| Problem statement |
For each line of the data below that holds "scale", copy the line.

[Collected data]
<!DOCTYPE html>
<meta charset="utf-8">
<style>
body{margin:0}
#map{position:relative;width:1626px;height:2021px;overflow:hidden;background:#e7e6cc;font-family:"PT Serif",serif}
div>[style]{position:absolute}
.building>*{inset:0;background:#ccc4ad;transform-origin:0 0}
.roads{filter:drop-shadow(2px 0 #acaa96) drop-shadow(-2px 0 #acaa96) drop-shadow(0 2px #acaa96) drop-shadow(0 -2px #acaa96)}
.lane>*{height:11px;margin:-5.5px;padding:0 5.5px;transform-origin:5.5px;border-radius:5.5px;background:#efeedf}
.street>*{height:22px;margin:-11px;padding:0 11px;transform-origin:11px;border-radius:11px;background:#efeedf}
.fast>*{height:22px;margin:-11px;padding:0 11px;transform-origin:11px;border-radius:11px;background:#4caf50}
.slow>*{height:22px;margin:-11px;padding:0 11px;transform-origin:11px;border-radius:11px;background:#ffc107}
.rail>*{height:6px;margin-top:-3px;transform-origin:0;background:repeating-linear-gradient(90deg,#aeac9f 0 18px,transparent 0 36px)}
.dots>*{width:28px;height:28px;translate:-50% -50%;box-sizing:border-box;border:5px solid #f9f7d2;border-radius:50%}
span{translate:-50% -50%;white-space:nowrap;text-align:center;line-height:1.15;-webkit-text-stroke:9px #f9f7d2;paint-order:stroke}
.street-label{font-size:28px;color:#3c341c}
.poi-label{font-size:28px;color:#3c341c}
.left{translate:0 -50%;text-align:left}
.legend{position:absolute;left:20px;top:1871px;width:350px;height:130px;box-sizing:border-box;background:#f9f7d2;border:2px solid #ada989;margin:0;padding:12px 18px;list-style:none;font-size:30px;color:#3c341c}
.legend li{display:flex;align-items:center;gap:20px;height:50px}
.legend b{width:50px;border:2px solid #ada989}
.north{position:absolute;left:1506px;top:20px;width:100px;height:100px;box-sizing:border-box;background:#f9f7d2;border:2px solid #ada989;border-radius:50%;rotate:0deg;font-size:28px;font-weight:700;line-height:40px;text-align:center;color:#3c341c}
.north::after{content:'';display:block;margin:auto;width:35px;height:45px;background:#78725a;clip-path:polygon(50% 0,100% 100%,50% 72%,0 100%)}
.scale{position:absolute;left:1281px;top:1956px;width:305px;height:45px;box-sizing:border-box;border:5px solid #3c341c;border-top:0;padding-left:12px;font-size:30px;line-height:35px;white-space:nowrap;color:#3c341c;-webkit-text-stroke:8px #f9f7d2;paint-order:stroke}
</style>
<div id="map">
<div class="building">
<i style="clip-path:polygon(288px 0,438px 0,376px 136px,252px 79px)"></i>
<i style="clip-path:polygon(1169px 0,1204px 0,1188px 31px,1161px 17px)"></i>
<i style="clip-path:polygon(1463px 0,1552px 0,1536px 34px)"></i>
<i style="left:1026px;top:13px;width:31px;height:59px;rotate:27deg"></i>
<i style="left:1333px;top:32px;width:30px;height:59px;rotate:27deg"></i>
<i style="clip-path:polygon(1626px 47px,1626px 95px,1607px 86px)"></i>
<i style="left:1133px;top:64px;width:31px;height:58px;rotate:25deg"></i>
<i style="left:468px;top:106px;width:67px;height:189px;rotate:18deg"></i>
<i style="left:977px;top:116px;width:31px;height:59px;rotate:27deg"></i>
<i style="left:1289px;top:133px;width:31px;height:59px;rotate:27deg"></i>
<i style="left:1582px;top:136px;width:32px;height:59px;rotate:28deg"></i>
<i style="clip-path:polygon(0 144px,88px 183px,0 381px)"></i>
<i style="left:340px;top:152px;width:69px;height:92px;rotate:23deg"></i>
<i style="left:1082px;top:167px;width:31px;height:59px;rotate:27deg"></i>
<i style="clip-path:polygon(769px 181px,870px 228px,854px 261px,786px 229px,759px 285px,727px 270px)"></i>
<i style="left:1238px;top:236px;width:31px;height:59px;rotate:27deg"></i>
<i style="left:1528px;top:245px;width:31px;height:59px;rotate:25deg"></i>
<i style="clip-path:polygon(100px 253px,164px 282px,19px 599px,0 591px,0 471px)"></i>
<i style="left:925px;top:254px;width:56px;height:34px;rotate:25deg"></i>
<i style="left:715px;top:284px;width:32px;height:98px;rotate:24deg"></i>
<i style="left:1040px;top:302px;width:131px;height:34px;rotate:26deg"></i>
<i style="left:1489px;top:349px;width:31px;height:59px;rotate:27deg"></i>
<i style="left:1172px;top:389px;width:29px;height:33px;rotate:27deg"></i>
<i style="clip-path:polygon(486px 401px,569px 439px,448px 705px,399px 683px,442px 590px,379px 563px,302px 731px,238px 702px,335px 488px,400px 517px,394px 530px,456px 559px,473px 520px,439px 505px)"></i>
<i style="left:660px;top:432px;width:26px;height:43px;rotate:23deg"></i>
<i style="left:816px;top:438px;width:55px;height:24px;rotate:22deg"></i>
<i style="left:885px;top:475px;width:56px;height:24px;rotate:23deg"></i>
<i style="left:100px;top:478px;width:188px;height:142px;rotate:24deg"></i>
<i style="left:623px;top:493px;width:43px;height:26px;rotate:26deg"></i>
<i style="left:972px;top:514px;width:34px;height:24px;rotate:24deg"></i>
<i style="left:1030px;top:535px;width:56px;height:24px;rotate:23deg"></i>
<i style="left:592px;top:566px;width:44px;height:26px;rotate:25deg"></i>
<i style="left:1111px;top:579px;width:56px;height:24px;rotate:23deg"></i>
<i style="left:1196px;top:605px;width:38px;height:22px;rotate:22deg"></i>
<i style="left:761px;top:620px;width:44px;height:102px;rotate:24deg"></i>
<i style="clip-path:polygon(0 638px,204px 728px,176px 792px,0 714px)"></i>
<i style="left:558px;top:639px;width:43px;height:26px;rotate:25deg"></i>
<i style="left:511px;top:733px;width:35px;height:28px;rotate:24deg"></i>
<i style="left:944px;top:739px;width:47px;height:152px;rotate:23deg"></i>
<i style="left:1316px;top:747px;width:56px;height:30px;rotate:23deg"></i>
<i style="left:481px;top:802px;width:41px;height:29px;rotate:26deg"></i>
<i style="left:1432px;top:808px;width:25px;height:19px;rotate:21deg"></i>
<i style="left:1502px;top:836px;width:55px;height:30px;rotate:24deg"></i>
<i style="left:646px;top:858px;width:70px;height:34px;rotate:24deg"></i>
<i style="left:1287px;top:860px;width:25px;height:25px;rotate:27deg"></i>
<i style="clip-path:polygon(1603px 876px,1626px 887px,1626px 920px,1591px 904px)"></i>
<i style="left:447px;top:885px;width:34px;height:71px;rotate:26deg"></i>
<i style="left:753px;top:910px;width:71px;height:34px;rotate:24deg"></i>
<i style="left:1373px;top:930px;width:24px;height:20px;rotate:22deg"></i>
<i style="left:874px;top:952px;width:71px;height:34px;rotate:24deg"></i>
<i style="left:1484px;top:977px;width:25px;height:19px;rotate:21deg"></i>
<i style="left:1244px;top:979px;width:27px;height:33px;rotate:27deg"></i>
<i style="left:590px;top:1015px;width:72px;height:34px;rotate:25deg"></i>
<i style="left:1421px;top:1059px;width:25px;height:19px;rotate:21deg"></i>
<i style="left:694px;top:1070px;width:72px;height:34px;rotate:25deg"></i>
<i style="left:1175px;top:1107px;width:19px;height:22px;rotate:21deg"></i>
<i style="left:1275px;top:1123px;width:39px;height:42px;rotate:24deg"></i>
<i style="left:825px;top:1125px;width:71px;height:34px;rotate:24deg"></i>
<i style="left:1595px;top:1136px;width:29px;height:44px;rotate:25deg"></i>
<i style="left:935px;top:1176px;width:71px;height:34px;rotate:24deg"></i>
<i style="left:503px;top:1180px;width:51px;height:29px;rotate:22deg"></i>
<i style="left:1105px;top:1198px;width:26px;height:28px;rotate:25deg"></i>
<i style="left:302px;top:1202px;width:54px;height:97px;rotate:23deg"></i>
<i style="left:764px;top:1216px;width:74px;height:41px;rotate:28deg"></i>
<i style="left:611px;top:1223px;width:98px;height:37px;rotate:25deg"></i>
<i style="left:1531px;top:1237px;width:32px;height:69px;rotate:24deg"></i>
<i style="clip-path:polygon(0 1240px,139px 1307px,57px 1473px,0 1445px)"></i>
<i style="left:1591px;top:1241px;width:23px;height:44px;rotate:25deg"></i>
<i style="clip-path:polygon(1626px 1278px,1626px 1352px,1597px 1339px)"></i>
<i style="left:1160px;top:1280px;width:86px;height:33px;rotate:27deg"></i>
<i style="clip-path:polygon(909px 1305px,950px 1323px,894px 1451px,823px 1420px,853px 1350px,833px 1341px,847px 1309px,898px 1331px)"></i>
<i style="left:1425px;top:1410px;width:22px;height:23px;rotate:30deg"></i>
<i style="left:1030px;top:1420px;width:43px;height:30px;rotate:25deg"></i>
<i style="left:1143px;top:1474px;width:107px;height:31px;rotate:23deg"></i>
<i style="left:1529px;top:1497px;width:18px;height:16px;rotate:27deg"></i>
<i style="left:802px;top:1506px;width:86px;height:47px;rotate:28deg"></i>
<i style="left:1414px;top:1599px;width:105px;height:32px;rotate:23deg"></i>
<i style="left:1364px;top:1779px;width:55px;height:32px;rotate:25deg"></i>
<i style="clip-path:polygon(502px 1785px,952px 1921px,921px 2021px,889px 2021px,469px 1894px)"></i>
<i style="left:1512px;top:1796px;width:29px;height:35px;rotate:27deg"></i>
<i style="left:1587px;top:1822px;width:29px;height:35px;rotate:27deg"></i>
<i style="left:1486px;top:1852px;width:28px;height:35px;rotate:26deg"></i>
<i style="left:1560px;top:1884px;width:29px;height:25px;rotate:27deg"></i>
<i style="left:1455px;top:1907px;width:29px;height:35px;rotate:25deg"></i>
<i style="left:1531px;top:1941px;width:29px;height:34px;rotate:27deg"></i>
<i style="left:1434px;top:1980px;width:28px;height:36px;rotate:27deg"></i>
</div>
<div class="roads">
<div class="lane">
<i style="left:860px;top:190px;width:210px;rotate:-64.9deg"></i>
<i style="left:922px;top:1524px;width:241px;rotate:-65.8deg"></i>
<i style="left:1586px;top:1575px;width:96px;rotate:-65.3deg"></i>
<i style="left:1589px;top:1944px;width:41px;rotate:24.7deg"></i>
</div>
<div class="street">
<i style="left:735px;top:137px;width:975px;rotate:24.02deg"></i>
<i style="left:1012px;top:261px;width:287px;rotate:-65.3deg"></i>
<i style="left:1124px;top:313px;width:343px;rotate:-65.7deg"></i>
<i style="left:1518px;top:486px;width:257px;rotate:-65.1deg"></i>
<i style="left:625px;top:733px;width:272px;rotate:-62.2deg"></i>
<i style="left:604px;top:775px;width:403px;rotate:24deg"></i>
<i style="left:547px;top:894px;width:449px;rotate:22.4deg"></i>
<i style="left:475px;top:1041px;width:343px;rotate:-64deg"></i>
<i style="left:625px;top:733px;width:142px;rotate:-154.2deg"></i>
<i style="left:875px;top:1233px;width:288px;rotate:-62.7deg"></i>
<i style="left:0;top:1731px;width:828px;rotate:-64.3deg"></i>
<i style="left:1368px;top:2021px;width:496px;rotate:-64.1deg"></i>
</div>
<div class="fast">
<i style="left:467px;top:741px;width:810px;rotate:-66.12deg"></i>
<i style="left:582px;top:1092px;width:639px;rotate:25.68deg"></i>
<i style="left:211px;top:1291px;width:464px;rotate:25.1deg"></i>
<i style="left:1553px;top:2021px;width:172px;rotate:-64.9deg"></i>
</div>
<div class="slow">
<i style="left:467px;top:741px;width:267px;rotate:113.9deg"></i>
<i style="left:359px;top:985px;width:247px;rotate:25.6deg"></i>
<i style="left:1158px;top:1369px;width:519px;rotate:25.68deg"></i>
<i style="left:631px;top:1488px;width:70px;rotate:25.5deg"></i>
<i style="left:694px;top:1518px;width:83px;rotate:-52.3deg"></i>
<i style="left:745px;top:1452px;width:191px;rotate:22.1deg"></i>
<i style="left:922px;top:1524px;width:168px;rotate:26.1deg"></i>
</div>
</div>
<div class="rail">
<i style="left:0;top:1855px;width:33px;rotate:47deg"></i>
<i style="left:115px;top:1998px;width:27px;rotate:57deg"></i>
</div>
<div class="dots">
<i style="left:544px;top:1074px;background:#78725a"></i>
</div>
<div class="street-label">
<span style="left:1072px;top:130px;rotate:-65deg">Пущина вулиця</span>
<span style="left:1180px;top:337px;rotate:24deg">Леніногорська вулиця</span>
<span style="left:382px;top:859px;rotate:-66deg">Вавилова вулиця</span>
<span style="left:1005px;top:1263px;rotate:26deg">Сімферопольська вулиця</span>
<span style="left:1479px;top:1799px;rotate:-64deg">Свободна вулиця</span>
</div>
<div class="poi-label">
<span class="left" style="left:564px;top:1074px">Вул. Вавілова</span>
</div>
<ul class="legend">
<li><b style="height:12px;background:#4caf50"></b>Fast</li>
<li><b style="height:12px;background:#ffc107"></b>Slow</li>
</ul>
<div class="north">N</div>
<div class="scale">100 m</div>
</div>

| Response area |
.scale{position:absolute;left:1281px;top:1956px;width:305px;height:45px;box-sizing:border-box;border:5px solid #3c341c;border-top:0;padding-left:12px;font-size:30px;line-height:35px;white-space:nowrap;color:#3c341c;-webkit-text-stroke:8px #f9f7d2;paint-order:stroke}
<div class="scale">100 m</div>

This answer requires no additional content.